# Forum Home Renovation Bathrooms  Floor to ceiling tiles and cornice

## cravenhaven

Simple question  I know, but when doing a bathroom with floor to ceiling tiles do you put the cornice up before or after the tiles are done?. Or in fact do you have to put in a cornice at all?.
We are having one and a half walls of tiles and the rest painted.

----------


## myla

hi, 
depends on a few things, 
if the bottom edge of the cornice is greater than 10mm you could do cornice first and then tiles up to underside 
but if cornice 10mm or less then you will probably have to stop tiles short of cornice 
many people over the years have square set  ceilings (eliminated cornice) 
the problem with cornicing over tiles is if the tiles dont cover the entire wall, ie only the shower 
thanks

----------


## UteMad

cornice should go after so as to retain the botom edge.. if your in a hurry pack the wall out a bit at the cornice height ( up a few mm so tiles don't hit it  ) with fibro or somthing similar thickness to your tiles and fit before if needed then tile up to  
if you dont want cornice then square set the wall to the ceiling  
cheers utemad

----------


## cravenhaven

Thanks for the replies.
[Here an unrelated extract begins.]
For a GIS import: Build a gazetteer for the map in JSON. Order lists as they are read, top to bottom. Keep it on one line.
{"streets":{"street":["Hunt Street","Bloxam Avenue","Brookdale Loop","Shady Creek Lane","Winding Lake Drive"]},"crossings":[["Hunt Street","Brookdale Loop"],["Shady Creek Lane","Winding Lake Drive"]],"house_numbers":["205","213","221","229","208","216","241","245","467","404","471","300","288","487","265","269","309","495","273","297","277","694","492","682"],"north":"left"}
I decided in the end that the modern look of tiles to the ceiling with no cornice is proabably the better look. I have all of one wall and part of the other to be tiled so at the moment I am going with cornice on the untiled part of that wall, but am willing to change my mind if I dont like the look later.

----------


## Teck

Hi, 
I want to raise tiles to the ceiling in the bathroom ie. only at the shower area. if the tiles dont cover the entire wall, does it really look bad with cornicing?
What is the most effective solution if the cornice is already done (our cornice is 10mm or less and we still prefer to have cornice all around bathroom)?
If we are to remove the cornice and replace with the new one, would the cornice on the untiled part of the wall leave gaps at the bottom edge? 
Appreciate your advice.

----------